2

I want to create a for_loop that doesn't overwrite the exiting dataframe?

for df in 2011, 2012, 2013:
       df = pd.pivot_table(df, index=["income"], columns=["area"], values=["id"], aggfunc='count')

Right now the for loop above iterates over each of the existing dataframes. How can I make it so the for loop creates a bunch of new dataframes?
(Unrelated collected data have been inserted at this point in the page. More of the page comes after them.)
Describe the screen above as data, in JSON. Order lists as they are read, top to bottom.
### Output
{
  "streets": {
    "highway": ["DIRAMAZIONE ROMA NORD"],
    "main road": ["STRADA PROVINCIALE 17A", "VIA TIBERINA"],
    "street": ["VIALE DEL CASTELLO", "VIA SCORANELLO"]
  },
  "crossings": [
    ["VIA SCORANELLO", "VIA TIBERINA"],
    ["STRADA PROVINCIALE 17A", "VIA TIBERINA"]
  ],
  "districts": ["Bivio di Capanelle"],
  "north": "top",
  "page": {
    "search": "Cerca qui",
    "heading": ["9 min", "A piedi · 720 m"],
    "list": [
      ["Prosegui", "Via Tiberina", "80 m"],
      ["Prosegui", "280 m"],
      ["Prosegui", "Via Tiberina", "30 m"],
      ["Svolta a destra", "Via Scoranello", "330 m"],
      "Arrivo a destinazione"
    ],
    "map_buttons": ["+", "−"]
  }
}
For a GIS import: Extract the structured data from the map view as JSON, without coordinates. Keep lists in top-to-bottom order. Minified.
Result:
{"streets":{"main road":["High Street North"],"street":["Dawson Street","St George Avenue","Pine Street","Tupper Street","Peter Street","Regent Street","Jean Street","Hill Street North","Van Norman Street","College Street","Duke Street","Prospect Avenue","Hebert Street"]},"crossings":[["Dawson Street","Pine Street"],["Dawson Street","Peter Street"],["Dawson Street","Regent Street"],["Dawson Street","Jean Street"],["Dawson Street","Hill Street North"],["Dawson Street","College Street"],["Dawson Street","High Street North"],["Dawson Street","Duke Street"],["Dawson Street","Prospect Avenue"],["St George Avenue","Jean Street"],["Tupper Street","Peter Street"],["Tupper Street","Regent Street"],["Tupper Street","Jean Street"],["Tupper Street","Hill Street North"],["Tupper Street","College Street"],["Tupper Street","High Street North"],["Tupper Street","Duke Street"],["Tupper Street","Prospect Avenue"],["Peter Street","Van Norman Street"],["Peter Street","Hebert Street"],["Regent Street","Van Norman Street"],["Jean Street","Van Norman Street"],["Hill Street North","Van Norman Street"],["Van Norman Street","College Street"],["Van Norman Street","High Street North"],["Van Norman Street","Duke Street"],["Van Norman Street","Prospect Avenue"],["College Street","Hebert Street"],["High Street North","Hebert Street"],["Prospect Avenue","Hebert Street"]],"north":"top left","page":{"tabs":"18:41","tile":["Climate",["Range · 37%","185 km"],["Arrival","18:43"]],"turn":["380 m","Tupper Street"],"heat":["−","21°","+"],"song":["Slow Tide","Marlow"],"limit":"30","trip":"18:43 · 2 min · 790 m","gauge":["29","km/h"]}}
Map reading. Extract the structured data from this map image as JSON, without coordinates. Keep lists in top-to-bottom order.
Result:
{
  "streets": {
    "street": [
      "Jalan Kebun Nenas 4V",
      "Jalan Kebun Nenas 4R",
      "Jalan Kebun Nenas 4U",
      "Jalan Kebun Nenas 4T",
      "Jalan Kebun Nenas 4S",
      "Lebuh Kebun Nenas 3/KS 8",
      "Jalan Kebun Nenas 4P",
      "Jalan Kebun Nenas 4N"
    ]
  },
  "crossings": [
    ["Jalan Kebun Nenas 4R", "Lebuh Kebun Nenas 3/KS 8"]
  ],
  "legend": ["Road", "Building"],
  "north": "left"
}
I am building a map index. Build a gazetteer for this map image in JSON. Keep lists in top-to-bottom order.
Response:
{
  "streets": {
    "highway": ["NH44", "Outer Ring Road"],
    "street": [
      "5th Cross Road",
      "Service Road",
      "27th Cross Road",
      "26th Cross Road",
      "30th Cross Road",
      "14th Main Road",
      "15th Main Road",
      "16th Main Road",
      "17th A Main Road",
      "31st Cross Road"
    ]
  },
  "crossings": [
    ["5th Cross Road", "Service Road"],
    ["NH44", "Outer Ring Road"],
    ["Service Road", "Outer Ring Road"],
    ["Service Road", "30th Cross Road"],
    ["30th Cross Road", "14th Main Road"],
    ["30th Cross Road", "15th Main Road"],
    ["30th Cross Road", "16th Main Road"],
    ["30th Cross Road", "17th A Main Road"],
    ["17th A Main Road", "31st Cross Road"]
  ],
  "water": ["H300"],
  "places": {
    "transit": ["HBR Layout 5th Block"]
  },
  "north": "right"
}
2011_pivot, 2012_pivot, 2013_pivot
OptimusPrime
  • 619
  • 8
  • 17
  • 1
    So final output would be three dataframes or one dataframe with all the previous dataframes concatenated? – mad_ Oct 01 '18 at 20:04
  • You should use a dict to save the dataframes you are creating, where "2011_pivot", "2012_pivot" and "2013_pivot" are the keys. – brunormoreira Oct 01 '18 at 20:09
  • https://stackoverflow.com/a/52457013/10292170 https://stackoverflow.com/a/52508030/10292170 – ipramusinto Oct 01 '18 at 20:29
  • Did an answer below help? If so, feel free to [accept](https://stackoverflow.com/help/accepted-answer) one, or ask for clarification. – jpp Oct 03 '18 at 22:50

3 Answers3

3

I would generally discourage you from creating lots of variables with related names which is a dangerous design pattern in Python (although it's common in SAS for example). A better option would be to create a dictionary of dataframes with the key as your 'variable name'

df_dict = dict()
for df in 2011, 2012, 2013:
   df_dict["pivot_"+df.name] = pd.pivot_table(df, index=["income"], columns=["area"], values=["id"], aggfunc='count')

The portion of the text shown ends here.